• **Given information**
────
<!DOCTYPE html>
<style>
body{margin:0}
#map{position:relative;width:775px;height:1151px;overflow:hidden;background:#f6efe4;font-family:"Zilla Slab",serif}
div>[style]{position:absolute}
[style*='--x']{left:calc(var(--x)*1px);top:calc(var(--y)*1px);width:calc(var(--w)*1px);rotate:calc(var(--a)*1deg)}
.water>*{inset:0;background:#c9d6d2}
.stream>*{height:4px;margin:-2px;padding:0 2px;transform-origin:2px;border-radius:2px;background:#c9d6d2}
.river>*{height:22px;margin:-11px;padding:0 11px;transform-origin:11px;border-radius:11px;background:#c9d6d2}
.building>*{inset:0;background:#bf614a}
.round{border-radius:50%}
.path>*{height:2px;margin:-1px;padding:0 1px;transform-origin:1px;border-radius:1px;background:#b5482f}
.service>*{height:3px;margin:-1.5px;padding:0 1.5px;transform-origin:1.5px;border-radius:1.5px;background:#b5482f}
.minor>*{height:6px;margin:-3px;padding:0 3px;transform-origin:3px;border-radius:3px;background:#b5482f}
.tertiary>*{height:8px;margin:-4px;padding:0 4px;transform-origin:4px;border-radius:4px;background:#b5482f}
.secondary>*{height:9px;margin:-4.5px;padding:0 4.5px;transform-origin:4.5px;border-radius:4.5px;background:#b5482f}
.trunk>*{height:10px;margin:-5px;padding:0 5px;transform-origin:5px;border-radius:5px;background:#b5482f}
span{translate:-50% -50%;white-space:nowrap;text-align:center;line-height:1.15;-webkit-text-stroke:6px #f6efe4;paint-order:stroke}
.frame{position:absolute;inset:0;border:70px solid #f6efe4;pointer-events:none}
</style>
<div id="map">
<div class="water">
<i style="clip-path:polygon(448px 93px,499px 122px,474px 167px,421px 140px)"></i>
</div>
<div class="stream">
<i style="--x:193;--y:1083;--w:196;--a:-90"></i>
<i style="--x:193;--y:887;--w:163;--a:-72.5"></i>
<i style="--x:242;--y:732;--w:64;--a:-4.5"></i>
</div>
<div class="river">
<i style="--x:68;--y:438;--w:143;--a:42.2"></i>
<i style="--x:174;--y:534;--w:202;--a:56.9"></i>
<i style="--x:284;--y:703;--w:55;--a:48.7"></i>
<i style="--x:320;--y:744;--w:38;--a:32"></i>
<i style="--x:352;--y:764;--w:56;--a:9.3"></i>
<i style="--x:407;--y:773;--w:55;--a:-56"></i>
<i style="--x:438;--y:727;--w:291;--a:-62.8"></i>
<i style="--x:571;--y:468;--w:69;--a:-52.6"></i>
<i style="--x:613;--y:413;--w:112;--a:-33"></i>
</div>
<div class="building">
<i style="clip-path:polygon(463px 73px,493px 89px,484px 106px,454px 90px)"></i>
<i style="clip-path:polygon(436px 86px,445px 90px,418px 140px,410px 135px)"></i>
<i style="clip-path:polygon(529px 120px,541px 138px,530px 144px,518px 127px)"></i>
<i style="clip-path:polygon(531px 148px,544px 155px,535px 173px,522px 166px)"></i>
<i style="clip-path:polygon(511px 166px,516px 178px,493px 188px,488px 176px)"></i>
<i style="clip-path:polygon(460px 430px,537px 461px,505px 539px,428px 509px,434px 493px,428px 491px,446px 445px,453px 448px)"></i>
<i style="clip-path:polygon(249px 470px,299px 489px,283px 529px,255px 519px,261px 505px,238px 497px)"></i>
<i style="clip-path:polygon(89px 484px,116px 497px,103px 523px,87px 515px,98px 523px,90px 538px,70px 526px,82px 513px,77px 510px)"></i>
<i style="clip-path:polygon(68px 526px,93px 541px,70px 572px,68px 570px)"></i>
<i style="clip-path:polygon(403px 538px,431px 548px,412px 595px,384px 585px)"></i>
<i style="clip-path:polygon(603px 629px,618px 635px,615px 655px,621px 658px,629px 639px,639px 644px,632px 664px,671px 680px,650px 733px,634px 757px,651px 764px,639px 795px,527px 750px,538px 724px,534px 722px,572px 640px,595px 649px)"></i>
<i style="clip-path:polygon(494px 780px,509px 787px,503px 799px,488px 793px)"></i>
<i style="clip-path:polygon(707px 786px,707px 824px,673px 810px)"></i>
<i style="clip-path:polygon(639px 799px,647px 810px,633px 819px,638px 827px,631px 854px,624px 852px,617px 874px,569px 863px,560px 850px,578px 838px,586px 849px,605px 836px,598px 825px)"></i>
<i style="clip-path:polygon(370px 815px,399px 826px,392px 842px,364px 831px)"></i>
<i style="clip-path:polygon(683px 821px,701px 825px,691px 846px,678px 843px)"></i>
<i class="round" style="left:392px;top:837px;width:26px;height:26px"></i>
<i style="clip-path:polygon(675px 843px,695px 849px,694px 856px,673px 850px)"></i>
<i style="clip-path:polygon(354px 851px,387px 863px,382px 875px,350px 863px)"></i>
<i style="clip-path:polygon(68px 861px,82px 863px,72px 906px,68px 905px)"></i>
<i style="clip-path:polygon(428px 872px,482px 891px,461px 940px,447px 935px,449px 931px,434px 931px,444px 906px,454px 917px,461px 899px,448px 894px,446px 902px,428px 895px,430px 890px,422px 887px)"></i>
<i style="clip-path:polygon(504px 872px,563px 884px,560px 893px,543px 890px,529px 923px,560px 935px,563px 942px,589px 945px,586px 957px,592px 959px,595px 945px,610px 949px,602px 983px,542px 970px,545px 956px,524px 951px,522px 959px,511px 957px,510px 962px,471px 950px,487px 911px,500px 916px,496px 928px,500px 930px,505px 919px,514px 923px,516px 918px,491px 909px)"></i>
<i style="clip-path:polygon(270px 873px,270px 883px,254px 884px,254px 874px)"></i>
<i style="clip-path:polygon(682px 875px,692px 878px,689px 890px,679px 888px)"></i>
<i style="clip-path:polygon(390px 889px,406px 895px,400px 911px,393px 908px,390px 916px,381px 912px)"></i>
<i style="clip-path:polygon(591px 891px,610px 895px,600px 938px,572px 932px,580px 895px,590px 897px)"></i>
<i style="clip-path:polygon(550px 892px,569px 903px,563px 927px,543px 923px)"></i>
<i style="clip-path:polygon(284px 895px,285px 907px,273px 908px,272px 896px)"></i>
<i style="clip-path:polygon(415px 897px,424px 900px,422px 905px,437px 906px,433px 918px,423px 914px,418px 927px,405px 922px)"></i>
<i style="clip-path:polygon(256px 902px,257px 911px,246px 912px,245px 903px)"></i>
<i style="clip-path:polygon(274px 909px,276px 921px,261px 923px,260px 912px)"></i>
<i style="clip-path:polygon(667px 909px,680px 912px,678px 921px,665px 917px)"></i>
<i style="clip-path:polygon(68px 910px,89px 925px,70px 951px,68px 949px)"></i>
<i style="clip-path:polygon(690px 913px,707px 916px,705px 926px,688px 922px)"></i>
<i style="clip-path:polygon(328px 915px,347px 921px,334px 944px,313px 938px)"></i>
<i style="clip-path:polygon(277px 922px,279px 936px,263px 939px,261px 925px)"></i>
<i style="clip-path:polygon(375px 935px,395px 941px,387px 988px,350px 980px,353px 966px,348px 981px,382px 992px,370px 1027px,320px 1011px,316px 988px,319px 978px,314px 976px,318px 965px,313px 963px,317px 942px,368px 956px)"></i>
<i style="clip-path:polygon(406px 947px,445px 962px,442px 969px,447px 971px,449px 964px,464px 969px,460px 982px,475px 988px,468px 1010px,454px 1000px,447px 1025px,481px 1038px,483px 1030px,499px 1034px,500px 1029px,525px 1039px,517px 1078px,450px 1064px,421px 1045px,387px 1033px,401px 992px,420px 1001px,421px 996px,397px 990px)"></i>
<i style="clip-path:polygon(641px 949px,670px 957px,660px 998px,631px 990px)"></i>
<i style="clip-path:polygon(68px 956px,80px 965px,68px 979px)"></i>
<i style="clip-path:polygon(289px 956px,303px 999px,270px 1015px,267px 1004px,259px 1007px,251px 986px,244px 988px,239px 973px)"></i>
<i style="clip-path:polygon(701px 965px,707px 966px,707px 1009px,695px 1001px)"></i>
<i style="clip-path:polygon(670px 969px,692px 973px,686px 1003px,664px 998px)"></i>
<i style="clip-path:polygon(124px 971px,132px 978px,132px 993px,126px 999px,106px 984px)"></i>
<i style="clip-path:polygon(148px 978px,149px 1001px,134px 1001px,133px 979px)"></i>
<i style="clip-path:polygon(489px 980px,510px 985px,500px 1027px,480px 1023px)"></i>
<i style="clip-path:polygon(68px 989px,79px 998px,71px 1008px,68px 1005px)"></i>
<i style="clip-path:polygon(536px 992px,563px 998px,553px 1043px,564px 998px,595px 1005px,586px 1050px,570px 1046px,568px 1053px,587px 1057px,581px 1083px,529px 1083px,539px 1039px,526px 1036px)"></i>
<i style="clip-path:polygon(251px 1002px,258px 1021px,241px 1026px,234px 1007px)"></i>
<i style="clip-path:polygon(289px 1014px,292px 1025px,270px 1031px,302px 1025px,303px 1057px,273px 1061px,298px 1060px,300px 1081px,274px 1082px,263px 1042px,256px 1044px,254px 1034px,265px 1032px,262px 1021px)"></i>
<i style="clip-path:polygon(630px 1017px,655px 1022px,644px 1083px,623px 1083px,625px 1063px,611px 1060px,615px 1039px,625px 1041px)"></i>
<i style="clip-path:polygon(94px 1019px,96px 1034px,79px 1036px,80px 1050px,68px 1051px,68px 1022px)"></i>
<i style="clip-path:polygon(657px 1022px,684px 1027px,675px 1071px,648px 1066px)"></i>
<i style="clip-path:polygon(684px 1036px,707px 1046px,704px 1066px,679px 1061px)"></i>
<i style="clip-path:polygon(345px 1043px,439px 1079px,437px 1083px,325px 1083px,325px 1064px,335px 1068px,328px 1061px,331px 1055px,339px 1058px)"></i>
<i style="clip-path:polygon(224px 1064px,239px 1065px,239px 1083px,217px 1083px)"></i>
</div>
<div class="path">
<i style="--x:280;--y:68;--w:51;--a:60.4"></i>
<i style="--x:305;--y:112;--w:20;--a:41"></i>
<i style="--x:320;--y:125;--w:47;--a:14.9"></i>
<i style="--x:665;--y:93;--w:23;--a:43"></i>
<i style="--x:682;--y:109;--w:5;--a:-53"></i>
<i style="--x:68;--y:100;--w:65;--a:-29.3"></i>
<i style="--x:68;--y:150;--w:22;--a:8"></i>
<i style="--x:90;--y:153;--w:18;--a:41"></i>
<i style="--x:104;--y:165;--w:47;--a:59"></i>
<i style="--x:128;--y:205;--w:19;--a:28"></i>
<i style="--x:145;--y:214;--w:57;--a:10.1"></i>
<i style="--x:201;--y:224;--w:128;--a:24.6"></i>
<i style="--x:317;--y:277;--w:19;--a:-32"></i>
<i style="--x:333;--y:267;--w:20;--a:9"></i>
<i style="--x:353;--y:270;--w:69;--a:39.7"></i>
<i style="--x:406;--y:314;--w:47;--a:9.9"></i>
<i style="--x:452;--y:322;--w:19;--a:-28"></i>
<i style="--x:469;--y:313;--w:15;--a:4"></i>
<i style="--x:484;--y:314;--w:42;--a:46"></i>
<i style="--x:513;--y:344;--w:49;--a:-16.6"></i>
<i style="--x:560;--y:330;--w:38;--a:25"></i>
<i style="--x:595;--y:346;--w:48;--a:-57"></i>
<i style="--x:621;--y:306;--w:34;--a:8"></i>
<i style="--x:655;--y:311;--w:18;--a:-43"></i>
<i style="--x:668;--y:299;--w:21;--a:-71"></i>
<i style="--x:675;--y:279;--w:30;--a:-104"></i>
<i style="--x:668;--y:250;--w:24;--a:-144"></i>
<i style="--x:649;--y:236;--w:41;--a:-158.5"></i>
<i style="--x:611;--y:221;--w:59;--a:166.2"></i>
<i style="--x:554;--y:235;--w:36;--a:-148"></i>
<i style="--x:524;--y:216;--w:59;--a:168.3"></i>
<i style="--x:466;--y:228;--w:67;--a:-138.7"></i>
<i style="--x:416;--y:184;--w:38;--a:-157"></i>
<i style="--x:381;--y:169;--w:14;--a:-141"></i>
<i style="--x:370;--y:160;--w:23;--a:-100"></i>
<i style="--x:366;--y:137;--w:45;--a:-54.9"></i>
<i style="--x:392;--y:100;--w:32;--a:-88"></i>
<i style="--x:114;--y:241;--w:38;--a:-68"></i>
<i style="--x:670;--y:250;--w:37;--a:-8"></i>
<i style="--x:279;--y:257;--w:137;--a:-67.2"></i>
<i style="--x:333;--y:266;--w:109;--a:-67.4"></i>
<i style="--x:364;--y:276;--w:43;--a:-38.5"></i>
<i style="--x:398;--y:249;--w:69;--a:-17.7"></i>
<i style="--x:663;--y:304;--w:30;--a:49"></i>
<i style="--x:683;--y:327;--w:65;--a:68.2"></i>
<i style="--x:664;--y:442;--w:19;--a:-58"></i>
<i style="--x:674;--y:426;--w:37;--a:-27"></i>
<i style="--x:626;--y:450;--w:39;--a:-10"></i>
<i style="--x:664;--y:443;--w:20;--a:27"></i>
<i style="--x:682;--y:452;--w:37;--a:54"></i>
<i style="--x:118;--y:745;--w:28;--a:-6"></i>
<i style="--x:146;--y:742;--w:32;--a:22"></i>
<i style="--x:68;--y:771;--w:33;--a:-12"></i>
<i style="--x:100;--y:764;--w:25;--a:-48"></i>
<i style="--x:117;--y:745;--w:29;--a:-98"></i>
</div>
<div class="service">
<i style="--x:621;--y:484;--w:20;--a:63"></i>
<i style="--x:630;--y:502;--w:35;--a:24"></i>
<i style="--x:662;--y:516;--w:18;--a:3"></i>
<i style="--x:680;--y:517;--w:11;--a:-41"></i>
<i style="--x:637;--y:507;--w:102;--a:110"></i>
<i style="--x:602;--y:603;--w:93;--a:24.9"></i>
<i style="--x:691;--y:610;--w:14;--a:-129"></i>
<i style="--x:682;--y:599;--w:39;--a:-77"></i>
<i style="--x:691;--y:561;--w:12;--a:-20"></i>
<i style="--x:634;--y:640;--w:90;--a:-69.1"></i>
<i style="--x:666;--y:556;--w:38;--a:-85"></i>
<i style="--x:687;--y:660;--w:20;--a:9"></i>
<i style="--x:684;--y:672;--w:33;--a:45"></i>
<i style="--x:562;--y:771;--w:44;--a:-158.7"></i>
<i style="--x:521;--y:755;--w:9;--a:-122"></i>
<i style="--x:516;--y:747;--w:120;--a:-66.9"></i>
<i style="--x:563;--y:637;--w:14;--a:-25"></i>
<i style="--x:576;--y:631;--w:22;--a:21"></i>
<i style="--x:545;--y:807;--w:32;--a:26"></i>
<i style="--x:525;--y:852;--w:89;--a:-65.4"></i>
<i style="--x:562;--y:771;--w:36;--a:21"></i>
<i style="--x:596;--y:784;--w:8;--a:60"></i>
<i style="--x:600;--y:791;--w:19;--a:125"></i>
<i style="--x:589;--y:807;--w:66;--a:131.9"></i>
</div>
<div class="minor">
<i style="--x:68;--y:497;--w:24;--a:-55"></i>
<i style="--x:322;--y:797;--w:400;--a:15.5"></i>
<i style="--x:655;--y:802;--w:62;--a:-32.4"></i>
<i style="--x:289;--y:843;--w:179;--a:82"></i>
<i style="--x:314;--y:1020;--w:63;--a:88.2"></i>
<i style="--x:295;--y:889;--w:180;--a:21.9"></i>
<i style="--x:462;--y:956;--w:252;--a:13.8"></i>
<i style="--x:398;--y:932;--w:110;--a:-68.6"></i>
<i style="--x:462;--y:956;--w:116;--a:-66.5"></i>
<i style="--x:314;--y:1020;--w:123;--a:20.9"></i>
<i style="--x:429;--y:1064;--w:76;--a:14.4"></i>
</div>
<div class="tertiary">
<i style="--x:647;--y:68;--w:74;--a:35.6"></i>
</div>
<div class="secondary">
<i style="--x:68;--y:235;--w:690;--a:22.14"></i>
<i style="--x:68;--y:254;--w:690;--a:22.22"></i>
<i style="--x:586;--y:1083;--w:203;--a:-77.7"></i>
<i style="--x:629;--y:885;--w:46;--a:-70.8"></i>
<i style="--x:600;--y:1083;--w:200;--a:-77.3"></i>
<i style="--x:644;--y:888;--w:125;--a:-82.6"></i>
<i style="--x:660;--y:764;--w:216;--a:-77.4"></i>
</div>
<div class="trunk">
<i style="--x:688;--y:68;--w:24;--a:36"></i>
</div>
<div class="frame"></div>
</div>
────
• **Task description**
Across the whole listing, show each line where the word "stream" occurs.

• **Output for this task**
.stream>*{height:4px;margin:-2px;padding:0 2px;transform-origin:2px;border-radius:2px;background:#c9d6d2}
<div class="stream">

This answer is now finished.